ABOUT THIS EXERCISE:
Apart from the pictures, return every line of the listing exactly.

START DATA SEGMENT

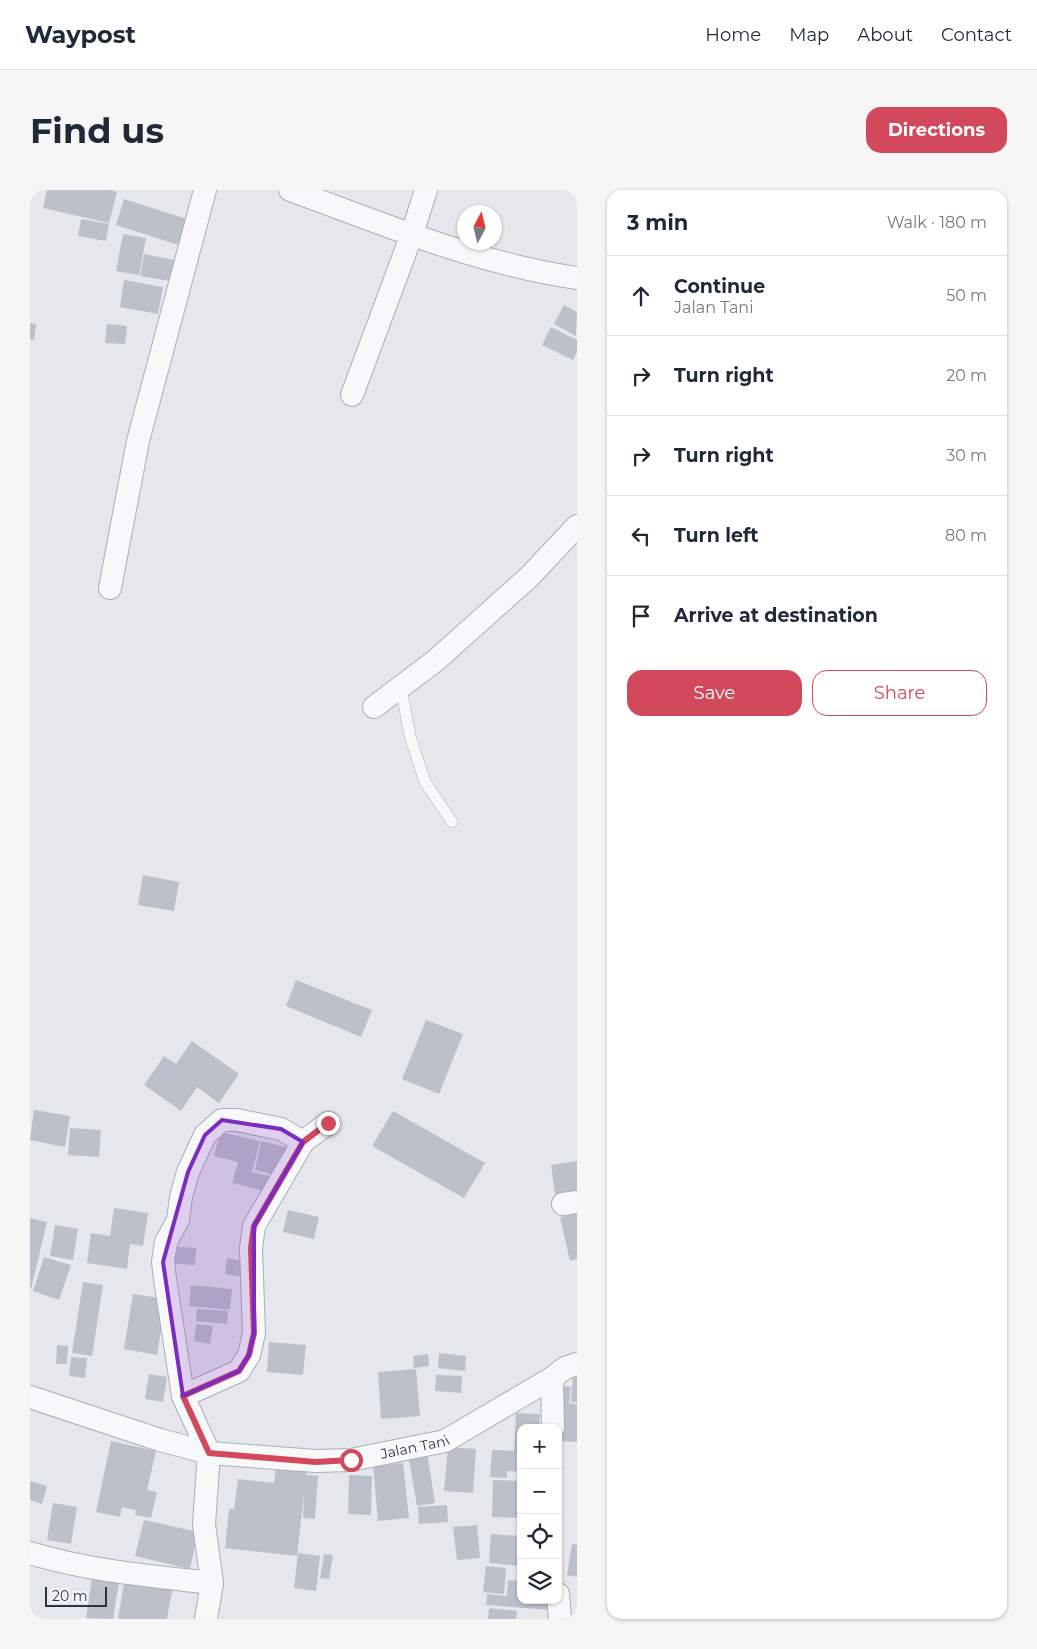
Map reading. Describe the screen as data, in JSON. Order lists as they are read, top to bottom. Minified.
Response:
{"streets":{"street":["Jalan Tani"]},"scale_bar":"20 m","north":"top","page":{"header":"Waypost","nav":["Home","Map","About","Contact"],"buttons":["Directions",["Save","Share"]],"title":"Find us","heading":["3 min","Walk · 180 m"],"list":[["Continue","Jalan Tani","50 m"],["Turn right","20 m"],["Turn right","30 m"],["Turn left","80 m"],"Arrive at destination"],"map_buttons":["+","−"],"scale":"20 m"}}
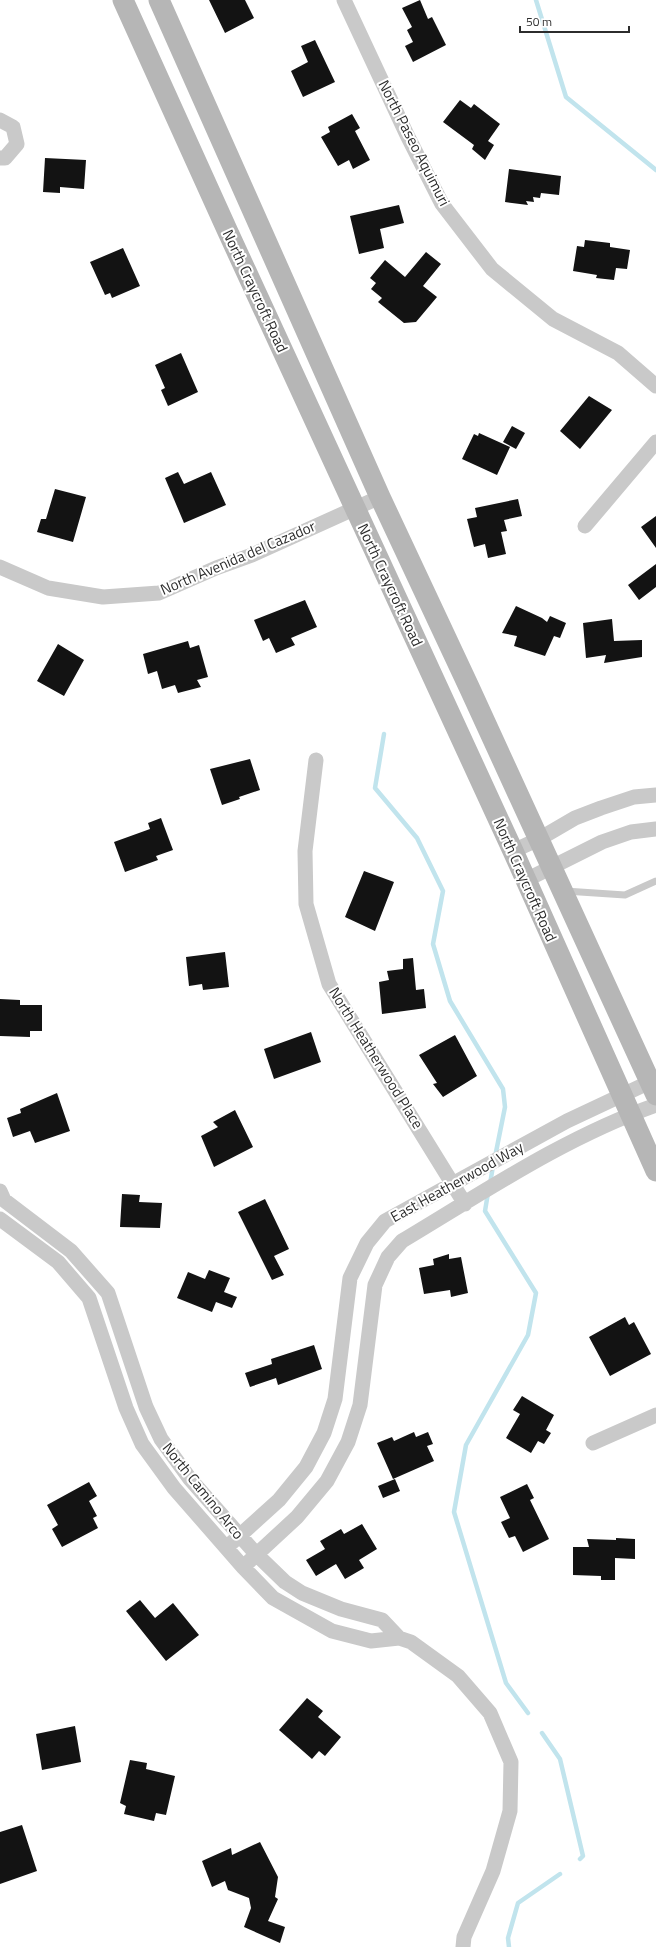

END DATA SEGMENT

OUTPUT BELOW:
Map reading. Describe the screen as data, in JSON. Order lists as they are read, top to bottom. Minified.
Response:
{"streets":{"street":["Jalan Tani"]},"scale_bar":"20 m","north":"top","page":{"header":"Waypost","nav":["Home","Map","About","Contact"],"buttons":["Directions",["Save","Share"]],"title":"Find us","heading":["3 min","Walk · 180 m"],"list":[["Continue","Jalan Tani","50 m"],["Turn right","20 m"],["Turn right","30 m"],["Turn left","80 m"],"Arrive at destination"],"map_buttons":["+","−"],"scale":"20 m"}}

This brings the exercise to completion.